Required work: Please give nothing except the number of lines in the records below that include the word "Church".

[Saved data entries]

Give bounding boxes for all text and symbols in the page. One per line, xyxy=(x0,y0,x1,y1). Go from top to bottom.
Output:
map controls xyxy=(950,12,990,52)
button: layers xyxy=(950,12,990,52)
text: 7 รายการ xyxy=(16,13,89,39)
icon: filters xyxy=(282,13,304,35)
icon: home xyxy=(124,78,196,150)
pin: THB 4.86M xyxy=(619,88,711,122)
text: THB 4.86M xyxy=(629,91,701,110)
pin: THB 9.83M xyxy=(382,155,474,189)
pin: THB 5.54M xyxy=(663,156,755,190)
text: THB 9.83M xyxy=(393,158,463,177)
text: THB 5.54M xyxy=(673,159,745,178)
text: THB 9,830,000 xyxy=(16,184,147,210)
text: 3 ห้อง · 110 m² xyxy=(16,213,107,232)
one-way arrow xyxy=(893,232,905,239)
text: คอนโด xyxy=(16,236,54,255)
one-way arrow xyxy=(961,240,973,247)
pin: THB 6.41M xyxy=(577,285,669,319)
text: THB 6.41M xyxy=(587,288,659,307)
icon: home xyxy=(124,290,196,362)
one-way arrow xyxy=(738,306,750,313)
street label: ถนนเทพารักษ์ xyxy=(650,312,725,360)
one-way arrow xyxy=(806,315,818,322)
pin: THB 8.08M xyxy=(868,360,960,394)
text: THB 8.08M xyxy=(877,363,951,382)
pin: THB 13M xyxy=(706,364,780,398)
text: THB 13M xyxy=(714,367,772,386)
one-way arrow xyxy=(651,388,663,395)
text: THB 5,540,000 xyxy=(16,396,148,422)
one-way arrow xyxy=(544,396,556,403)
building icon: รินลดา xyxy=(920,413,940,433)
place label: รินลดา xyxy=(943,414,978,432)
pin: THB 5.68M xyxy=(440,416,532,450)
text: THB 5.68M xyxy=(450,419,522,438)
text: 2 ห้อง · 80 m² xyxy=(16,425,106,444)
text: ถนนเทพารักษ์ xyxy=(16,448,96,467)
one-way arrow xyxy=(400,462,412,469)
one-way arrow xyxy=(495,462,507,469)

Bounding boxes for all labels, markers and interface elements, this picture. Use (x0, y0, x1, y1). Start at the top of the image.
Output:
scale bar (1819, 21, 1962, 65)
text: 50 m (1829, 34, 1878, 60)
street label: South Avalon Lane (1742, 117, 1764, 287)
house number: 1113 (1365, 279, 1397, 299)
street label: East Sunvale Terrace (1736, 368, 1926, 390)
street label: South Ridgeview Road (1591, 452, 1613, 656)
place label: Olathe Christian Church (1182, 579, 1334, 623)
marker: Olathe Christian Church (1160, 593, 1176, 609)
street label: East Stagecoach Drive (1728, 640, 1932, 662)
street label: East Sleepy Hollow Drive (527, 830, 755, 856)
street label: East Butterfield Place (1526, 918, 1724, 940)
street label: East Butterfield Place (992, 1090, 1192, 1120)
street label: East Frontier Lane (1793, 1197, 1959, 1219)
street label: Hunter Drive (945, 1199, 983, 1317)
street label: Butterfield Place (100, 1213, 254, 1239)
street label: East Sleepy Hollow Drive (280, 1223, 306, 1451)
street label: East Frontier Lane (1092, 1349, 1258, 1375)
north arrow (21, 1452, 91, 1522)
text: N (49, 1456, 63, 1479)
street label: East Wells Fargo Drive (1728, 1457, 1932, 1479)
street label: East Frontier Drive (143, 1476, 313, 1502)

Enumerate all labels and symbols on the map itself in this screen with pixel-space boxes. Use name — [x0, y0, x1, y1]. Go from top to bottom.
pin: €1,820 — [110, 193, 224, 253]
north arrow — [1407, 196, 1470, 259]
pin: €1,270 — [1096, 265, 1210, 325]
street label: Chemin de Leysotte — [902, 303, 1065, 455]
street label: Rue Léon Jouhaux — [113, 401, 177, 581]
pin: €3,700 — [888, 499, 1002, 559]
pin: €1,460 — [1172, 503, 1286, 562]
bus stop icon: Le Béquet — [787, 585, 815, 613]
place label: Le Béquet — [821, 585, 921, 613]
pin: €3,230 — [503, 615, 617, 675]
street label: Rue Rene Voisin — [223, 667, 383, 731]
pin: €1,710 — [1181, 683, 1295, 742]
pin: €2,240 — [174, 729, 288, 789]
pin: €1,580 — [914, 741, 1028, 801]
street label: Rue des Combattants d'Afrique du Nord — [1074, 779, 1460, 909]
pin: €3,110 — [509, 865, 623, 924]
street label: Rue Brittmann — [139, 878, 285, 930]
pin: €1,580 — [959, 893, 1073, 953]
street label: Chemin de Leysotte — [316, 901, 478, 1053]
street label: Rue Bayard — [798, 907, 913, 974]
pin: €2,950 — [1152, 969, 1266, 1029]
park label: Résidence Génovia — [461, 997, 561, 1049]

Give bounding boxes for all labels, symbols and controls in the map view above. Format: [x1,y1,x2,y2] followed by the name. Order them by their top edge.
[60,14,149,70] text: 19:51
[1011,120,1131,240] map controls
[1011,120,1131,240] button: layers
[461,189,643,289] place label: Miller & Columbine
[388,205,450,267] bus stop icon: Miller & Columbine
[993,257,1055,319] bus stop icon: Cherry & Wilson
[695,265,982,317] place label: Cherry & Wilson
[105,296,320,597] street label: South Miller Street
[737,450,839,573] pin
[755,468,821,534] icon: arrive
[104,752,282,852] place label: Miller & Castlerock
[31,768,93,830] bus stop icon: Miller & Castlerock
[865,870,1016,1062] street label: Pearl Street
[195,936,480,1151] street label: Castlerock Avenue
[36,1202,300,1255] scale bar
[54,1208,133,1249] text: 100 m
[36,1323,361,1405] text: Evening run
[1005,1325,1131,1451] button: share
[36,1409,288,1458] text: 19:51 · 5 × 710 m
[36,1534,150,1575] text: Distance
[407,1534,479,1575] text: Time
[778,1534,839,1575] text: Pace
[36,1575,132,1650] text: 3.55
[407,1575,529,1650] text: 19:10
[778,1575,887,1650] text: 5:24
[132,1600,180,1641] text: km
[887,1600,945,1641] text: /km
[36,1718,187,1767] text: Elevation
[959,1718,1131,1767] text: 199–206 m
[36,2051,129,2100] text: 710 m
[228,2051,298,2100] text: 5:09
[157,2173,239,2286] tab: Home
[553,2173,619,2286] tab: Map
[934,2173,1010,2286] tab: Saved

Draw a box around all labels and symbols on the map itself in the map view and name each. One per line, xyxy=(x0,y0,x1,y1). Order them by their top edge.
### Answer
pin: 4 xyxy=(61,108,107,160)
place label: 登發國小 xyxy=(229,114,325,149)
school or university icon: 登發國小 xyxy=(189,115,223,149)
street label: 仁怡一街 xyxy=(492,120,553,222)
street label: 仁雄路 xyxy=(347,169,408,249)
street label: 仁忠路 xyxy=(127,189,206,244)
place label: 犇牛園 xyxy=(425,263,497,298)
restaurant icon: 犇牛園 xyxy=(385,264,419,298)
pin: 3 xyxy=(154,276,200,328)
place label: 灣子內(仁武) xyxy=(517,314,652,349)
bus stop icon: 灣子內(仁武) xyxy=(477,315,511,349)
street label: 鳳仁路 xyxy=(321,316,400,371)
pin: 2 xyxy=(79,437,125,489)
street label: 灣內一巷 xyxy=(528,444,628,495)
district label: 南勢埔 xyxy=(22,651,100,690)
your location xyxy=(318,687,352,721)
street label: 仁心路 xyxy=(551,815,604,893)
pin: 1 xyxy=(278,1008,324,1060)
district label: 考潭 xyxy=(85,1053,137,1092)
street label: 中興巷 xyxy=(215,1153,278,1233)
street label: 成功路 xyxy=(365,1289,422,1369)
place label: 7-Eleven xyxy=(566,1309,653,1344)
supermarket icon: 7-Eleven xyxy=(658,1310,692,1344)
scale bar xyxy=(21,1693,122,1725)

Answer to this task: 2